O jornalista Vitor Netto colabora com o colunista Rodrigo Lopes, titular deste espaço.
A Itália anunciou nesta quinta-feira (5) planos para enviar ajuda militar a países do Golfo, em resposta aos ataques aéreos retaliatórios do Irã no contexto do conflito envolvendo Teerã, Estados Unidos e Israel.
Segundo a primeira-ministra Giorgia Meloni, a assistência focará principalmente em defesa aérea. Os italianos, contudo, não são os únicos europeus mobilizados pelo agravamento do conflito na região.

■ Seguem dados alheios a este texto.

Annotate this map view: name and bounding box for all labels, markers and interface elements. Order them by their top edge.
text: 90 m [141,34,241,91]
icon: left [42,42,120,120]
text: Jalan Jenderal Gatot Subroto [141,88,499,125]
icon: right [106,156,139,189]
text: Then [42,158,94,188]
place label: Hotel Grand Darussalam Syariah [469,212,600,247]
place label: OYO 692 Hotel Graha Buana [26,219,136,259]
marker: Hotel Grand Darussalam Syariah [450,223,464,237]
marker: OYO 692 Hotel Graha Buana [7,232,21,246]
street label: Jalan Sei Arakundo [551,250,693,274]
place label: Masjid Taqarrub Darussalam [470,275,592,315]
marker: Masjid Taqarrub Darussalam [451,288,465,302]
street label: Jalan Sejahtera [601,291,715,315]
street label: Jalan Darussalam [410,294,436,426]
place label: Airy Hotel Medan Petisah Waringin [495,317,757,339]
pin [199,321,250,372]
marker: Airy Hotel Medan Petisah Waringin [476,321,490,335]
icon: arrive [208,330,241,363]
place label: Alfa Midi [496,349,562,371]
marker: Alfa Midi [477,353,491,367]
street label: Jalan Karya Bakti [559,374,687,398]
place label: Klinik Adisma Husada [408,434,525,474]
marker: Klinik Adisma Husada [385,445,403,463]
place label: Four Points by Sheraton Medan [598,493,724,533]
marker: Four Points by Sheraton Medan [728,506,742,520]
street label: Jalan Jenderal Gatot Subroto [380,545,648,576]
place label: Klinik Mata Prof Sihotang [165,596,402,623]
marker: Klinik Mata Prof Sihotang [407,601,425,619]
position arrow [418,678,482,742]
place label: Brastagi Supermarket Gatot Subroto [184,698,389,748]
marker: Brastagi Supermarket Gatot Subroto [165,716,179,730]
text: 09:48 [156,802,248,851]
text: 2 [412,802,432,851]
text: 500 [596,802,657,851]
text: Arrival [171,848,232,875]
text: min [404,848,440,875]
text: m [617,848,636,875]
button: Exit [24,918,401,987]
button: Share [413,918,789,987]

O Reino Unido também confirmou nesta quinta-feira (5) o envio de quatro caças Typhoon para reforçar a ajuda no Catar. O primeiro-ministro Keir Starmer anunciou ainda o fortalecimento do sistema de defesa aérea no Chipre, região que tem sofrido retaliações iranianas. A movimentação segue o anúncio feito na terça-feira (3), quando o governo britânico confirmou o envio de um navio de guerra, helicópteros com capacidade antidrone e o HMS Dragon, um destróier de última geração da marinha real. Londres autorizou os EUA a utilizarem suas bases apenas para fins defensivos, e já atuou na interceptação de drones iranianos que visavam o norte do Iraque e o Catar.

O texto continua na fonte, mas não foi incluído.